_WORK REQUIRED_. Which lines of the entries below contain the string "align"? Copy each one.

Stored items
====================

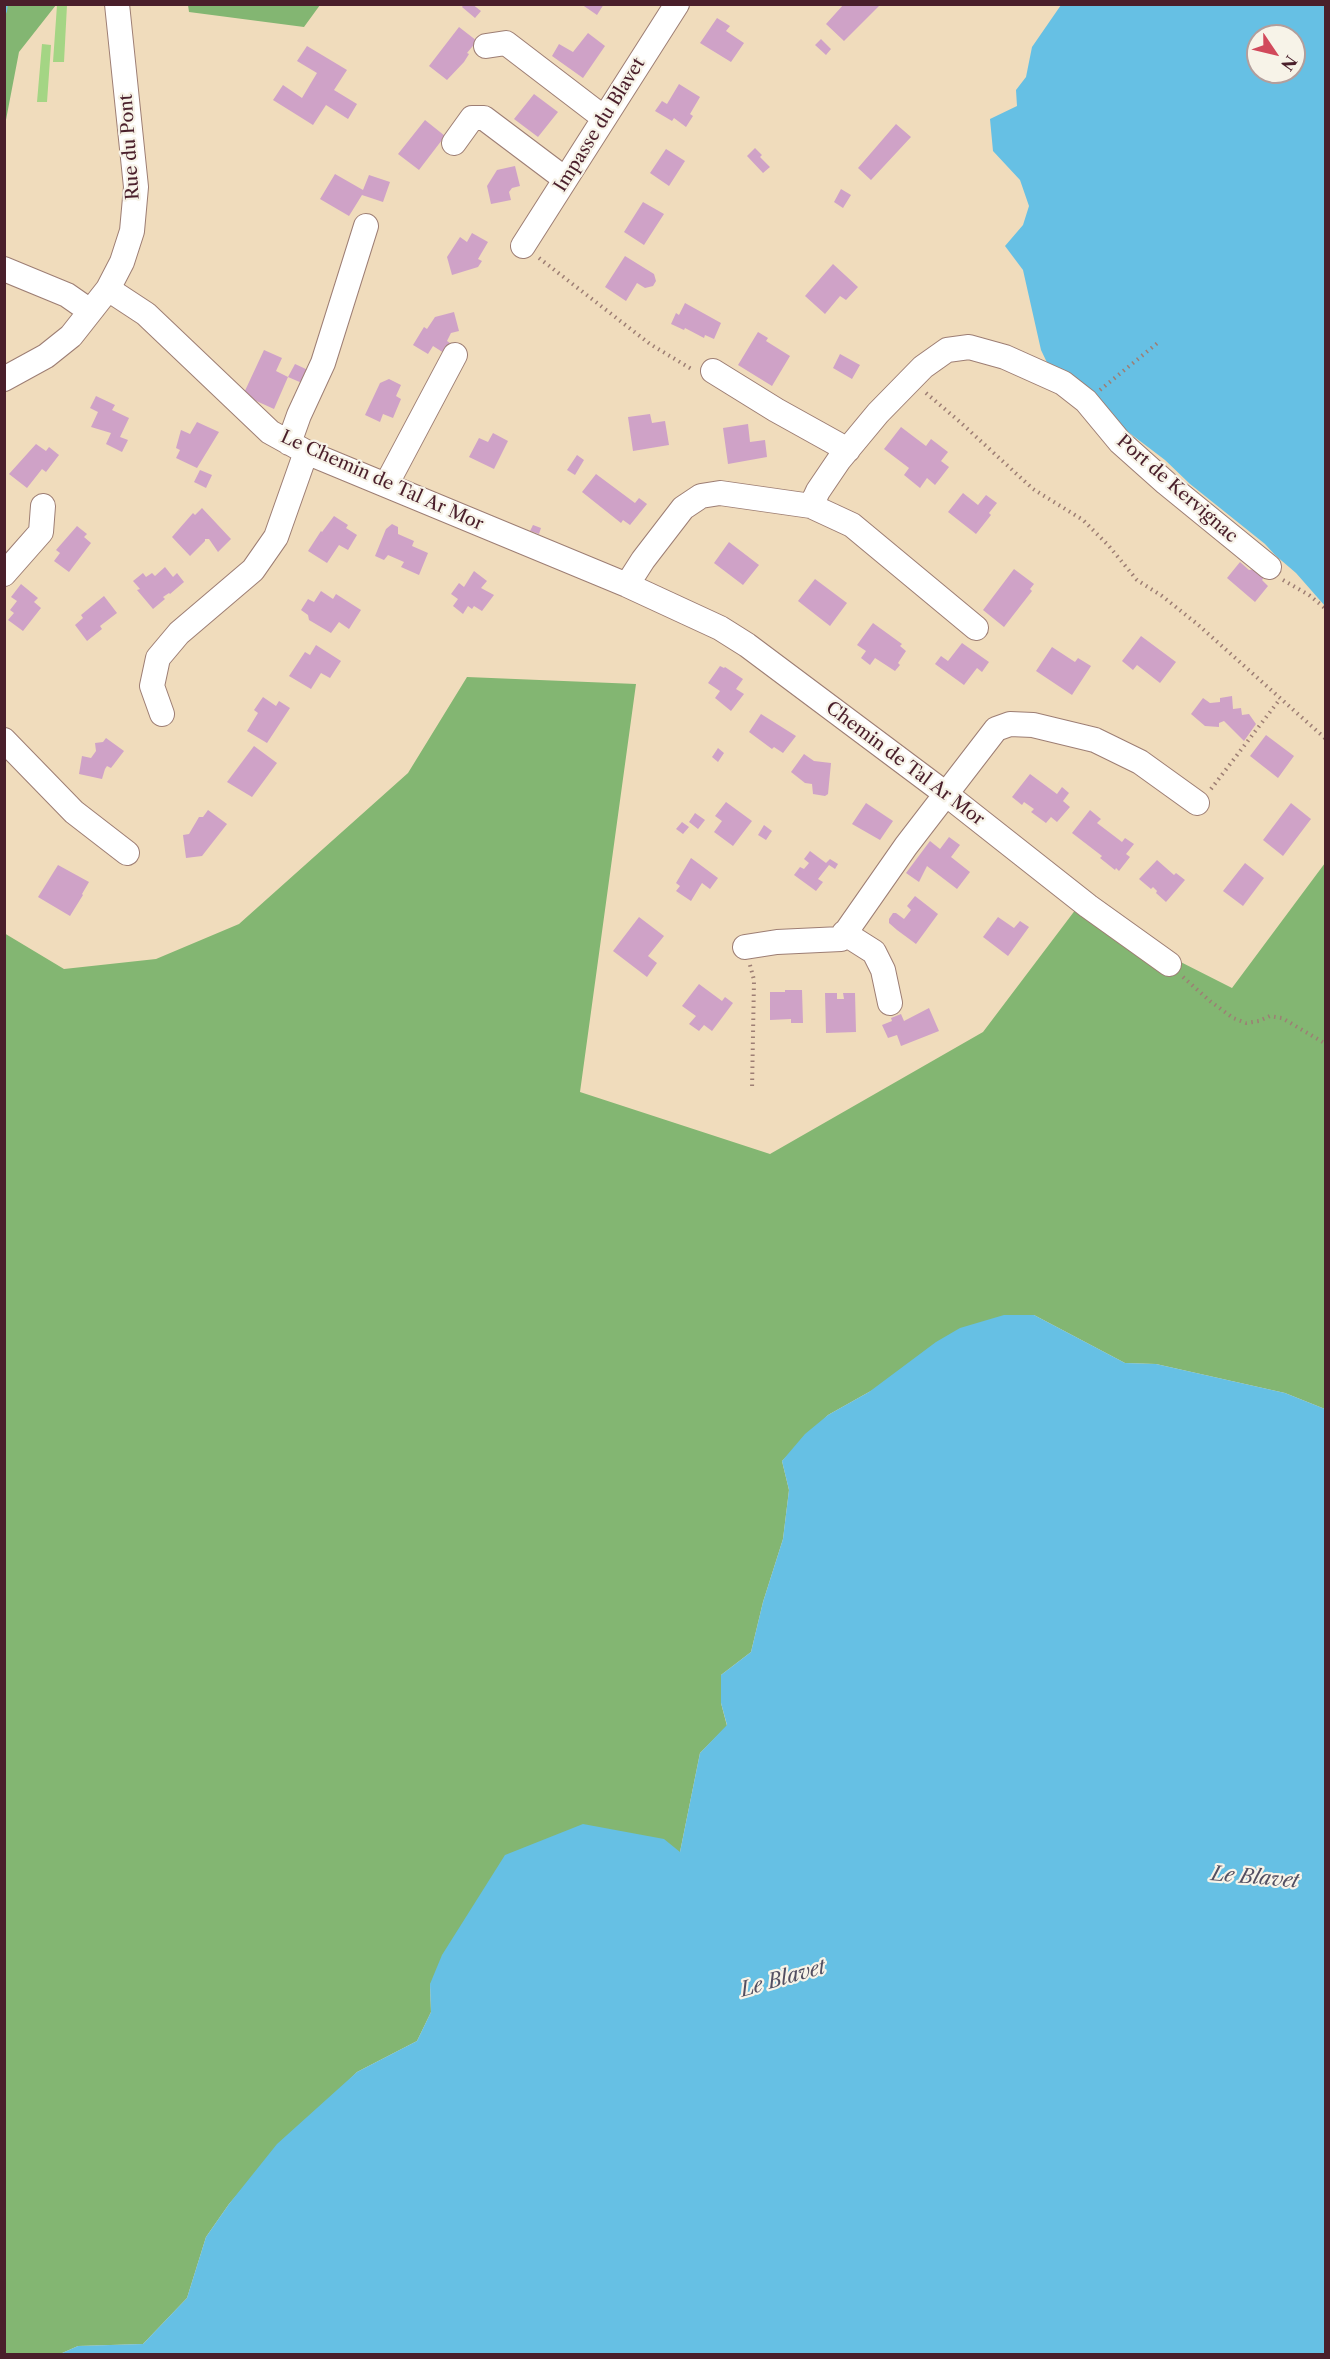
<!DOCTYPE html>
<style>
body{margin:0}
#map{position:relative;width:1330px;height:2359px;overflow:hidden;background:#f0dcbc;font-family:"Libre Caslon Text",serif}
canvas{display:block}
.frame{position:absolute;inset:0;border:6px solid #4a1f2b;pointer-events:none}
.north{position:absolute;left:1246px;top:24px;width:60px;height:60px;box-sizing:border-box;background:#f7f3e8;border:2px solid #b29e9c;border-radius:50%;rotate:125deg;font-size:16px;font-weight:700;line-height:24px;text-align:center;color:#4a1f2b}
.north::after{content:'';display:block;margin:auto;width:21px;height:27px;background:#d1495b;clip-path:polygon(50% 0,100% 100%,50% 72%,0 100%)}
</style>
<div id="map">
<canvas width="1330" height="2359"></canvas>
<div class="frame"></div>
<div class="north">N</div>
</div>
<script>
const context = document.querySelector('canvas').getContext('2d');
context.lineJoin = 'round';
function fillPath(path, color) { context.fillStyle = color; context.fill(path, 'evenodd'); }
const poly = rows => new Path2D(rows.map(r => 'M' + r).join(''));
function trace(path, color, width, dash) { context.strokeStyle = color; context.lineWidth = width; context.lineCap = dash ? 'butt' : 'round'; context.setLineDash(dash || []); context.stroke(path); }
function label(font, color, halo, rows, align = 'center') {
  context.font = font + ' "Libre Caslon Text",serif'; context.lineWidth = 4.5; context.setLineDash([]); context.textBaseline = 'middle'; context.strokeStyle = halo; context.fillStyle = color; for (const [text, x, y, turn = 0] of rows) {
    context.save(); context.translate(x, y); context.rotate((+turn || 0) * Math.PI / 180); context.textAlign = isNaN(turn) ? turn : align; if (halo) context.strokeText(text, 0, 0); context.fillText(text, 0, 0); context.restore();
  }
}
fillPath(poly([
 [57,5,67,5,64,62,53,62],
 [42,44,51,45,47,102,37,102]
]), '#a4d584');
fillPath(poly([
 [5,4,56,5,19,52,5,125],
 [188,5,188,4,320,5,304,27,189,12],
 [467,677,636,684,580,1092,770,1154,983,1032,1076,909,1232,988,1325,863,1325,1409,1285,1393,1156,1364,1125,1363,1034,1315,869,1392,828,1415,782,1461,789,1490,783,1539,763,1602,751,1652,721,1675,721,1703,727,1726,700,1753,680,1852,430,1984,431,2012,417,2041,357,2072,250,2180,229,2204,206,2237,187,2298,143,2344,78,2346,60,2354,4,2354,4,933,64,969,156,959,239,924,408,773]
]), '#83b672');
fillPath(poly([
 [1061,5,1325,5,1325,606,1296,573,1275,555,1265,544,1190,484,1165,460,1053,375,1041,350,1023,270,1005,246,1023,225,1029,206,1020,180,993,151,990,119,1017,106,1016,90,1026,77,1032,47],
 [1258,36,1294,36,1294,72,1258,72],
 [1004,1315,1034,1315,1125,1363,1156,1364,1285,1393,1325,1409,1325,2354,60,2354,78,2346,143,2344,187,2298,206,2237,229,2204,277,2144,357,2072,417,2041,431,2012,430,1984,442,1955,505,1855,583,1824,664,1839,680,1852,700,1753,727,1725,721,1703,721,1675,751,1652,763,1602,783,1539,789,1490,782,1461,805,1434,828,1415,869,1392,936,1342,960,1328]
]), '#66c0e4');
trace(poly([
 [4,11,5,4]
]), '#66c0e4', 6);
fillPath(poly([
 [464,4,472,4,481,11,475,18,462,7],
 [581,4,604,4,597,15],
 [844,4,879,6,844,41,826,24],
 [717,18,730,26,726,31,744,43,731,62,700,43],
 [459,27,477,41,467,53,469,54,464,62,447,80,429,66],
 [588,33,605,46,583,78,552,56,559,44,573,52],
 [821,39,831,49,826,55,815,45],
 [307,46,347,70,334,90,357,104,348,119,326,105,313,125,273,100,283,85,302,98,317,73,297,61],
 [679,84,700,97,690,114,693,116,686,127,674,118,672,121,655,111,662,101,667,104],
 [534,94,558,112,538,137,514,119],
 [425,120,445,136,419,170,398,154],
 [896,124,911,137,871,180,858,168],
 [755,148,762,155,760,157,770,167,763,173,747,156],
 [666,149,685,161,669,186,650,173],
 [515,166,520,186,512,188,509,192,511,200,491,204,487,186,497,170],
 [335,174,363,190,369,175,390,182,383,202,362,195,349,216,320,199],
 [841,189,851,195,843,208,834,202],
 [643,202,664,214,644,245,624,232],
 [472,233,488,242,478,259,482,261,478,267,452,275,447,257,460,237,467,242],
 [625,256,654,274,656,281,653,286,645,288,637,283,626,301,605,287],
 [833,264,858,287,846,300,840,296,825,314,805,296],
 [685,303,721,323,714,339,705,335,704,338,685,328,684,330,671,324,676,313,679,315],
 [454,312,459,331,451,333,447,341,450,343,444,353,433,346,428,354,413,345,424,327,427,329,435,317],
 [758,332,768,338,766,341,790,356,772,386,738,365],
 [264,350,282,358,276,371,288,377,274,409,243,395],
 [840,354,860,365,852,379,833,368],
 [295,364,308,370,302,383,288,377],
 [389,379,401,385,396,396,401,399,393,418,383,414,380,422,365,415,380,383],
 [96,396,115,405,112,410,129,418,120,437,128,440,122,452,106,444,111,433,91,427,98,412,90,408],
 [650,414,652,423,665,421,669,445,633,451,628,417],
 [197,422,219,432,197,468,176,458,180,450,176,448,181,430,190,434],
 [748,424,750,442,765,440,767,457,728,464,723,428],
 [901,427,926,446,931,439,948,452,941,461,949,467,935,485,927,478,920,488,904,475,909,468,884,449],
 [493,433,508,441,494,469,469,457,479,438,488,442],
 [36,444,46,451,49,447,59,455,46,472,42,469,27,488,9,474],
 [577,455,584,460,575,475,567,470],
 [200,470,212,475,206,488,194,482],
 [596,474,635,503,639,498,647,504,630,525,623,520,621,523,582,492],
 [963,493,978,505,986,495,997,503,989,513,991,515,976,534,948,512],
 [202,508,231,539,218,552,209,539,205,539,205,541,190,556,172,537,193,513,195,515],
 [334,516,348,525,346,528,357,535,348,550,339,545,327,563,308,551,321,531,322,532],
 [392,524,398,527,398,534,414,541,412,546,428,553,419,575,401,567,404,562,388,555,384,560,375,556,386,529],
 [533,525,541,528,539,534,530,531],
 [77,526,87,534,84,537,91,543,69,572,54,561,60,553,56,550],
 [729,542,759,565,743,585,714,563],
 [1240,562,1249,570,1256,569,1265,576,1262,580,1268,586,1255,602,1227,578],
 [165,567,173,577,177,573,184,582,170,594,169,593,163,597,165,599,153,609,137,590,140,589,133,581,143,573,146,577,152,573,155,576],
 [1014,569,1034,584,1030,589,1032,591,1004,627,983,610],
 [474,571,487,581,481,588,494,595,482,611,474,606,472,609,468,606,463,614,453,606,458,599,451,594,459,583,464,587],
 [815,579,847,603,830,626,798,601],
 [21,584,38,598,34,602,41,608,23,631,8,620,14,613,10,610,17,601,11,597],
 [321,591,333,599,336,594,361,610,349,629,339,622,331,633,309,620,308,615,301,610,308,599,314,602],
 [104,596,117,613,100,626,102,629,87,641,75,625,83,618,81,615],
 [873,623,902,644,900,646,906,651,898,663,900,665,895,671,875,658,870,665,861,658,866,651,857,645],
 [1141,636,1176,662,1160,683,1137,665,1133,670,1122,661],
 [962,643,989,662,982,672,977,668,964,685,935,664,941,656,948,661],
 [316,645,341,661,330,678,321,673,311,689,289,676,305,652,310,655],
 [1052,647,1075,662,1078,658,1091,666,1072,695,1036,671],
 [720,666,724,668,725,667,743,679,736,689,744,694,731,711,715,698,720,691,708,683],
 [1232,696,1233,709,1241,708,1242,715,1249,714,1256,724,1244,741,1224,721,1219,723,1219,727,1205,726,1191,714,1203,698,1210,703,1220,702,1220,698],
 [263,697,276,706,279,701,290,708,267,743,247,731,258,713,254,710],
 [761,714,796,736,783,753,774,747,772,749,749,732],
 [1266,735,1294,756,1278,778,1250,756],
 [106,738,124,751,111,768,107,766,105,769,102,779,79,774,82,756,91,758,96,751,95,743,103,742],
 [254,746,277,763,252,797,227,782],
 [718,748,724,753,718,762,712,757],
 [804,754,814,761,831,763,828,794,825,796,813,794,812,784,805,783,791,772],
 [1030,774,1057,794,1062,787,1069,793,1063,801,1070,807,1057,822,1051,817,1046,823,1031,812,1034,809,1024,802,1022,805,1012,797],
 [726,802,752,821,733,846,714,832,722,821,715,816],
 [866,803,893,821,880,840,852,824],
 [1291,803,1311,819,1283,856,1263,840],
 [208,810,227,824,202,856,186,858,183,835,189,834,199,817,203,817],
 [1090,810,1101,819,1097,823,1122,842,1125,838,1134,844,1126,854,1130,857,1119,871,1116,868,1115,870,1100,858,1102,856,1072,833],
 [695,813,705,820,698,829,689,822],
 [682,822,689,827,683,834,676,829],
 [764,825,772,831,766,840,758,835],
 [949,837,960,845,951,857,970,872,957,889,927,866,919,882,906,873,930,841,940,849],
 [810,851,826,863,830,859,838,864,835,869,829,865,818,879,823,882,816,891,794,875,800,867,804,869,809,863,804,859],
 [691,858,718,878,710,889,702,883,691,901,676,891,680,886,676,883],
 [1157,860,1174,875,1176,873,1185,880,1166,902,1156,893,1157,891,1153,887,1151,889,1139,879],
 [1245,863,1264,878,1243,906,1223,891],
 [58,865,89,882,82,894,83,895,70,916,38,897],
 [915,896,938,914,916,944,897,930,889,923,889,919,893,913,896,913,904,919,911,910,907,906],
 [639,917,664,936,648,956,657,963,647,977,613,951],
 [998,917,1014,928,1020,921,1029,927,1008,956,983,937],
 [699,984,722,1001,725,997,733,1003,712,1031,704,1025,699,1031,689,1024,696,1016,682,1006],
 [785,990,802,990,803,1023,791,1023,791,1019,770,1020,770,992,785,992],
 [825,993,837,993,837,999,844,999,843,993,855,993,856,1032,826,1033],
 [929,1008,939,1031,901,1046,897,1035,888,1038,882,1025,892,1021,891,1018,901,1014,904,1021]
]), '#cfa2c7');
const minor = poly([
 [486,46,506,43,604,118],
 [454,143,472,118,484,118,565,179],
 [523,246,677,4],
 [4,269,67,295,90,311],
 [108,289,146,314,270,432,306,452,627,585,720,628,747,645,946,794,1088,906,1169,964],
 [713,371,776,410,848,450],
 [4,379,46,356,71,336,108,289,122,262,132,231,136,187,117,4],
 [289,443,299,415,323,363,366,226],
 [386,485,455,355],
 [811,506,818,491,839,460,878,413,923,367,947,350,969,347,1005,357,1063,383,1086,401,1120,442,1166,483,1269,567],
 [4,574,41,532,43,506],
 [627,585,643,560,683,508,701,496,720,493,811,506,852,525,976,628],
 [162,714,152,686,158,658,179,633,253,570,276,537,306,452],
 [4,740,74,812,127,853],
 [844,933,874,952,883,970,890,1003],
 [745,947,777,942,841,939,906,846,996,729,1010,724,1033,725,1095,740,1140,762,1197,803]
]);
trace(minor, '#9d7e74', 26);
trace(poly([
 [539,258,650,344,693,370],
 [1100,390,1160,341],
 [926,393,960,422,1033,489,1083,520,1108,545,1137,580,1162,596,1196,623,1326,739],
 [1283,580,1309,595,1326,609],
 [1211,789,1280,699],
 [750,965,754,980,752,1090],
 [1183,977,1210,1001,1233,1018,1246,1023,1259,1021,1270,1016,1282,1018,1326,1044]
]), '#9d7e74', 4, [1.5, 4.5]);
trace(minor, '#fff', 24);
label('18px', '#4a1f2b', '#f7f3e8', [
 ["Impasse du Blavet",600,125,-58],
 ["Rue du Pont",130,147,-94],
 ["Le Chemin de Tal Ar Mor",382,481,24],
 ["Port de Kervignac",1177,489,41],
 ["Chemin de Tal Ar Mor",905,764,37]
]);
label('italic 20px', '#524f62', '#f7f3e8', [
 ["Le Blavet",1255,1878,5],
 ["Le Blavet",783,1979,-16]
]);
</script>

====================

_THE COMPLETED TASK_.
.north{position:absolute;left:1246px;top:24px;width:60px;height:60px;box-sizing:border-box;background:#f7f3e8;border:2px solid #b29e9c;border-radius:50%;rotate:125deg;font-size:16px;font-weight:700;line-height:24px;text-align:center;color:#4a1f2b}
function label(font, color, halo, rows, align = 'center') {
    context.save(); context.translate(x, y); context.rotate((+turn || 0) * Math.PI / 180); context.textAlign = isNaN(turn) ? turn : align; if (halo) context.strokeText(text, 0, 0); context.fillText(text, 0, 0); context.restore();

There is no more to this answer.